§ How to complete this task
Lines of the listing that contain "BAYVIEW" need to be copied.
= = = = = = =
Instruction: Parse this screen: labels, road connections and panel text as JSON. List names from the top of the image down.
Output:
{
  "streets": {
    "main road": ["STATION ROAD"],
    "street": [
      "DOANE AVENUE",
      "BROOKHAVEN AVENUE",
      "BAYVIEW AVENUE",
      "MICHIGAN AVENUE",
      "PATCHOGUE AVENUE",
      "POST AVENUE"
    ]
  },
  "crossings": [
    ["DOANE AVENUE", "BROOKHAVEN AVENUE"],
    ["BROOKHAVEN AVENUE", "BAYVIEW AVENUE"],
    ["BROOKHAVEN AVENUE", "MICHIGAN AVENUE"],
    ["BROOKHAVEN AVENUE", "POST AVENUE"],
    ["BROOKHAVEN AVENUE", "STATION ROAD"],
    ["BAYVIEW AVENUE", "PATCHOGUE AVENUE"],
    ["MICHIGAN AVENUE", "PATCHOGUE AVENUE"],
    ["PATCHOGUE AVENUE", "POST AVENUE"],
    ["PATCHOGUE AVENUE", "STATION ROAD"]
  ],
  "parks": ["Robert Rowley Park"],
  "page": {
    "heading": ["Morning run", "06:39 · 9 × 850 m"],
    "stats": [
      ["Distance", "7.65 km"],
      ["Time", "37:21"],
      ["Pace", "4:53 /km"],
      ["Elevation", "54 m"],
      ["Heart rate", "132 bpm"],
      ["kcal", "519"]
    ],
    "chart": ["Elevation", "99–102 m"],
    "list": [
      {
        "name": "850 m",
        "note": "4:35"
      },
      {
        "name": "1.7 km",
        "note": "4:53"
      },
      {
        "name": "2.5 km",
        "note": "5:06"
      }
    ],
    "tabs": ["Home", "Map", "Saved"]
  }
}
= = = = = = =
§ Solution to the problem
      "BAYVIEW AVENUE",
    ["BROOKHAVEN AVENUE", "BAYVIEW AVENUE"],
    ["BAYVIEW AVENUE", "PATCHOGUE AVENUE"],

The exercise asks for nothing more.